> **Aim of the task**
Please output, without any change, the lines of the material below from the very first through the one with "width:45px; height:45px; display:grid;".
________________________________________
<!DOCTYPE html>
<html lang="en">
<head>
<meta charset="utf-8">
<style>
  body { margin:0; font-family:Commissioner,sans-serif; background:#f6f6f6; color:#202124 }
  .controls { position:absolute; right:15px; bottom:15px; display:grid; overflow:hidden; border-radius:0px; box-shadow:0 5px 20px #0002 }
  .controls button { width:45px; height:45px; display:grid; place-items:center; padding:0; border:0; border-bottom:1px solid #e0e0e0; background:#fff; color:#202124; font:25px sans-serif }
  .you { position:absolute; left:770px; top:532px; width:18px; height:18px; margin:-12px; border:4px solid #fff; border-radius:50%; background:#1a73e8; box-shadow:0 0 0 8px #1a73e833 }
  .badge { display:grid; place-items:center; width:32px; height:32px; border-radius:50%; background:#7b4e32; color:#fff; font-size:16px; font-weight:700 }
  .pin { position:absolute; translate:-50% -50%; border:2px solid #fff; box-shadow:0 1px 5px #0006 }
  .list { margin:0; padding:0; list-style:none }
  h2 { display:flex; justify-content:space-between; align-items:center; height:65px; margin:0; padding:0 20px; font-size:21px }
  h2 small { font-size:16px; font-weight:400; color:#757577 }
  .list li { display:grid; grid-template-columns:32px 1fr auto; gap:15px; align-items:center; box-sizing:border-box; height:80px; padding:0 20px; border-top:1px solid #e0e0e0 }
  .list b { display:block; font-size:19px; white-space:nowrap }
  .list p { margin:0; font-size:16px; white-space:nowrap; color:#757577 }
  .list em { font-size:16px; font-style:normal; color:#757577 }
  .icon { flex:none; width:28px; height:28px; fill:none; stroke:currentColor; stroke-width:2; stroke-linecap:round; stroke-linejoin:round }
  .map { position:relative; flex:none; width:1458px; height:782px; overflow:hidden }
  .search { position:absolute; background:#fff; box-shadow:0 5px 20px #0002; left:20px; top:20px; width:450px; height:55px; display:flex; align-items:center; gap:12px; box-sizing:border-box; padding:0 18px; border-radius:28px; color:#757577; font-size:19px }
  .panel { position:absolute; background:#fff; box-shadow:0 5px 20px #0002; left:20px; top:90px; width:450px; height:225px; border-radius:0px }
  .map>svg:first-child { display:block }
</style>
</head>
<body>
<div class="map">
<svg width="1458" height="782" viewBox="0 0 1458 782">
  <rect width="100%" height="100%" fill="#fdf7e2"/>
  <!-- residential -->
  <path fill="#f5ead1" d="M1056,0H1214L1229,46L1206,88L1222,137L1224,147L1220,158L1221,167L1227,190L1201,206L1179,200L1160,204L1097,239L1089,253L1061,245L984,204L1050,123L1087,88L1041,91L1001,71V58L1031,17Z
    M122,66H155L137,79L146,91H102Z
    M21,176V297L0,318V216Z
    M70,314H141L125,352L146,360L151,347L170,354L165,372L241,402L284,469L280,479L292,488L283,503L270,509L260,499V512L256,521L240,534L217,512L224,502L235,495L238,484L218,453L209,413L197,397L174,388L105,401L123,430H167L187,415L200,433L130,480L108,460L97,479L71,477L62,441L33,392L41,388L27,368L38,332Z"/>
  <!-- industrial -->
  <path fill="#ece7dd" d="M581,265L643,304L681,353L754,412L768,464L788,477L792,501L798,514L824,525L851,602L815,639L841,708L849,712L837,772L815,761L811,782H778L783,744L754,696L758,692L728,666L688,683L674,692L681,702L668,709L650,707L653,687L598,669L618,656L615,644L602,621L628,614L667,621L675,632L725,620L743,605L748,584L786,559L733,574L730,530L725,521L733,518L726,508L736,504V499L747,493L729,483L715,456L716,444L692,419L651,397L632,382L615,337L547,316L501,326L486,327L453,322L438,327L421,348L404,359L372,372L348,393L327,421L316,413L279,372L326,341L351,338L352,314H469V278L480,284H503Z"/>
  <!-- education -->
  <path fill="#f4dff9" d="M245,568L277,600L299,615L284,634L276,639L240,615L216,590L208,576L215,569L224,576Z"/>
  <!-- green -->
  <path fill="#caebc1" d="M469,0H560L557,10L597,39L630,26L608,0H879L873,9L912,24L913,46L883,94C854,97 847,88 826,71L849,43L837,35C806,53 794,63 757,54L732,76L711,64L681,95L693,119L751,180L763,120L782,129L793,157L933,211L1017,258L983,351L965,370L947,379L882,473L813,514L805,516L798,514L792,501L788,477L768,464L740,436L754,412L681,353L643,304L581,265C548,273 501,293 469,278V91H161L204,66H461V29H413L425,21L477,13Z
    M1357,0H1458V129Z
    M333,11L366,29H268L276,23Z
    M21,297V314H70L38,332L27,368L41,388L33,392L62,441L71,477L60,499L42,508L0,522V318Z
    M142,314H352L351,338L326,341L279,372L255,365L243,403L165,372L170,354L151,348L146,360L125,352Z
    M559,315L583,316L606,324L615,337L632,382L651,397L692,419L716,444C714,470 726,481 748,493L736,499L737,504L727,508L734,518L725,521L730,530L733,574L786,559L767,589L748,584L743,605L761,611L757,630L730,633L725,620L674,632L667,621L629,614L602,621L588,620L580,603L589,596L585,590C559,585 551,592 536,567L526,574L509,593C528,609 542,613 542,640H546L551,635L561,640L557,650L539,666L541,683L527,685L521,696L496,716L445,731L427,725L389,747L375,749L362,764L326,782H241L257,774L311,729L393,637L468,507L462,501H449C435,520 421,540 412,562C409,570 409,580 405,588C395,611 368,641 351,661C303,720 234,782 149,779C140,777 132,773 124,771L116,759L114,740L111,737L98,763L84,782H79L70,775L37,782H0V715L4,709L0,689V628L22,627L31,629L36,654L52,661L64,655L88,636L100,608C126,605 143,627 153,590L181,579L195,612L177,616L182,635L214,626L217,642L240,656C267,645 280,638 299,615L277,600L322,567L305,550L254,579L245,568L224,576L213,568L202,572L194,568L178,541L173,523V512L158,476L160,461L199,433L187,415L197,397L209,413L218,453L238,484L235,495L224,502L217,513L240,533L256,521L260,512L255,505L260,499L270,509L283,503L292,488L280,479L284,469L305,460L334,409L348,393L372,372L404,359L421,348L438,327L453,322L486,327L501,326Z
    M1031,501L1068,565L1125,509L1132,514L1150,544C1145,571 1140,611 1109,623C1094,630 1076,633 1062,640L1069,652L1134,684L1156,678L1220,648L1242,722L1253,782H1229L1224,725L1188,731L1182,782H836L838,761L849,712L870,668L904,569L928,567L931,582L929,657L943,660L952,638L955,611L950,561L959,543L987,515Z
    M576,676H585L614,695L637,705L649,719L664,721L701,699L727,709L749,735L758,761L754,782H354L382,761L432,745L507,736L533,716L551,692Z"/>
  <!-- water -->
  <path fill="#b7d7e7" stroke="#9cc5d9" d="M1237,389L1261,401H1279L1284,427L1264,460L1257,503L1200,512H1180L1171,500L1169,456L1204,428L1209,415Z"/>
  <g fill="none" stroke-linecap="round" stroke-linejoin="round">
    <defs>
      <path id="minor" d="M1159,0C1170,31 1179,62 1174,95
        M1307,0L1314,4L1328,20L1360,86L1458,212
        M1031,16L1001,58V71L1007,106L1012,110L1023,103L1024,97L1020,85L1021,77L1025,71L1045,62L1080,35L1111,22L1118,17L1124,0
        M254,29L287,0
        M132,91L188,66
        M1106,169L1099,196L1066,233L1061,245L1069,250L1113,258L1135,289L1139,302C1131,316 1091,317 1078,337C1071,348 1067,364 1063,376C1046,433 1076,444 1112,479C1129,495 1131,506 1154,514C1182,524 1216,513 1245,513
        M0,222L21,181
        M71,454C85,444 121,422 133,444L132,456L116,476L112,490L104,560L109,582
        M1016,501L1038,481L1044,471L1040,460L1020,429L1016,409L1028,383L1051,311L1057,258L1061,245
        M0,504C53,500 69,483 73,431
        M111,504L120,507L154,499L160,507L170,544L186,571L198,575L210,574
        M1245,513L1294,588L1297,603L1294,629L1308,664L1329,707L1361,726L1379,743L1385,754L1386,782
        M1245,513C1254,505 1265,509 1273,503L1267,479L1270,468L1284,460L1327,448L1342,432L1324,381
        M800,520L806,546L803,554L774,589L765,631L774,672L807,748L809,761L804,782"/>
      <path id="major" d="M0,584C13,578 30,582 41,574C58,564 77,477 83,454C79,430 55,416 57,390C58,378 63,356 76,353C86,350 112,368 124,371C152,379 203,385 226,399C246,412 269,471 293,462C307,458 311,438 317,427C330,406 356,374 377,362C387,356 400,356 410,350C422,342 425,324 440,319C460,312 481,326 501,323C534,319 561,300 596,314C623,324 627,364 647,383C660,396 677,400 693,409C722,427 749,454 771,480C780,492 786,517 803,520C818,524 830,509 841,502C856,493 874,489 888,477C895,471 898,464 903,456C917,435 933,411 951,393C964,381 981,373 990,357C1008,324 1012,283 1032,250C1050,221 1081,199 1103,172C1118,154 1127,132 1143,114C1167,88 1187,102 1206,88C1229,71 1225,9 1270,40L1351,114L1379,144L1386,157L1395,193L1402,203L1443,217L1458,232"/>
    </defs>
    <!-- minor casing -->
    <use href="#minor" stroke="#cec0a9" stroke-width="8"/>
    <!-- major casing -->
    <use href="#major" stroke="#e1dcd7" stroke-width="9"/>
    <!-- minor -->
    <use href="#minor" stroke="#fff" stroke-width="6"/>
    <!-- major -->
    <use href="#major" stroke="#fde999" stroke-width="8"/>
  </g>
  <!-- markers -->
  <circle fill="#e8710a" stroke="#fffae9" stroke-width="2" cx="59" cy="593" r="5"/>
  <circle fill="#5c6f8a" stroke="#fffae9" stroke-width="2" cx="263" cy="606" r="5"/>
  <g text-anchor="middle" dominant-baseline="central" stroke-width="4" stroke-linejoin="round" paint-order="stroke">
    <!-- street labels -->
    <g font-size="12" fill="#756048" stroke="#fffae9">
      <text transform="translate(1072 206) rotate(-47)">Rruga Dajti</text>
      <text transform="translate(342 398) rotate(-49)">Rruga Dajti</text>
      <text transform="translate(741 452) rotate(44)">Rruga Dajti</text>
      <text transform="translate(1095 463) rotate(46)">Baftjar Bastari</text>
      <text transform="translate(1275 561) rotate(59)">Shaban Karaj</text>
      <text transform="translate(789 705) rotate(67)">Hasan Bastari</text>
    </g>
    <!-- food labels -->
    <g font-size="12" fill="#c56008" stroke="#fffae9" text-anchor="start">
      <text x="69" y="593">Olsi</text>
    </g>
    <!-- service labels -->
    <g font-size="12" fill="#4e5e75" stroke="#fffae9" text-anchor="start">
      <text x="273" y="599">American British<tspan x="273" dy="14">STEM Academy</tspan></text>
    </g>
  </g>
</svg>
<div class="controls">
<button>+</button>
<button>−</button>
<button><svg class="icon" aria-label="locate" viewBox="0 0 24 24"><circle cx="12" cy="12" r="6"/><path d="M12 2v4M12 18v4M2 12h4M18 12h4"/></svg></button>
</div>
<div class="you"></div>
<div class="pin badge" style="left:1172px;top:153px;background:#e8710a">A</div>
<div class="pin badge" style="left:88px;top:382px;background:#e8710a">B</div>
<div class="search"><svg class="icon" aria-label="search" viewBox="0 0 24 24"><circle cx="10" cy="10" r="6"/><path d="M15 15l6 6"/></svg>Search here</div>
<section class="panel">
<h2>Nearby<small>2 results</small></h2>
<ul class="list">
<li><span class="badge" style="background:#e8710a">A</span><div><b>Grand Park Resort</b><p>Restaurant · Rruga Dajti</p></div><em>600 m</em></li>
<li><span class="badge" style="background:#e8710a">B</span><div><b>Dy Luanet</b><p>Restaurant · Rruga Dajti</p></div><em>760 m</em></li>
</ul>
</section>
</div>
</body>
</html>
________________________________________
> **Answer area**
<!DOCTYPE html>
<html lang="en">
<head>
<meta charset="utf-8">
<style>
  body { margin:0; font-family:Commissioner,sans-serif; background:#f6f6f6; color:#202124 }
  .controls { position:absolute; right:15px; bottom:15px; display:grid; overflow:hidden; border-radius:0px; box-shadow:0 5px 20px #0002 }
  .controls button { width:45px; height:45px; display:grid; place-items:center; padding:0; border:0; border-bottom:1px solid #e0e0e0; background:#fff; color:#202124; font:25px sans-serif }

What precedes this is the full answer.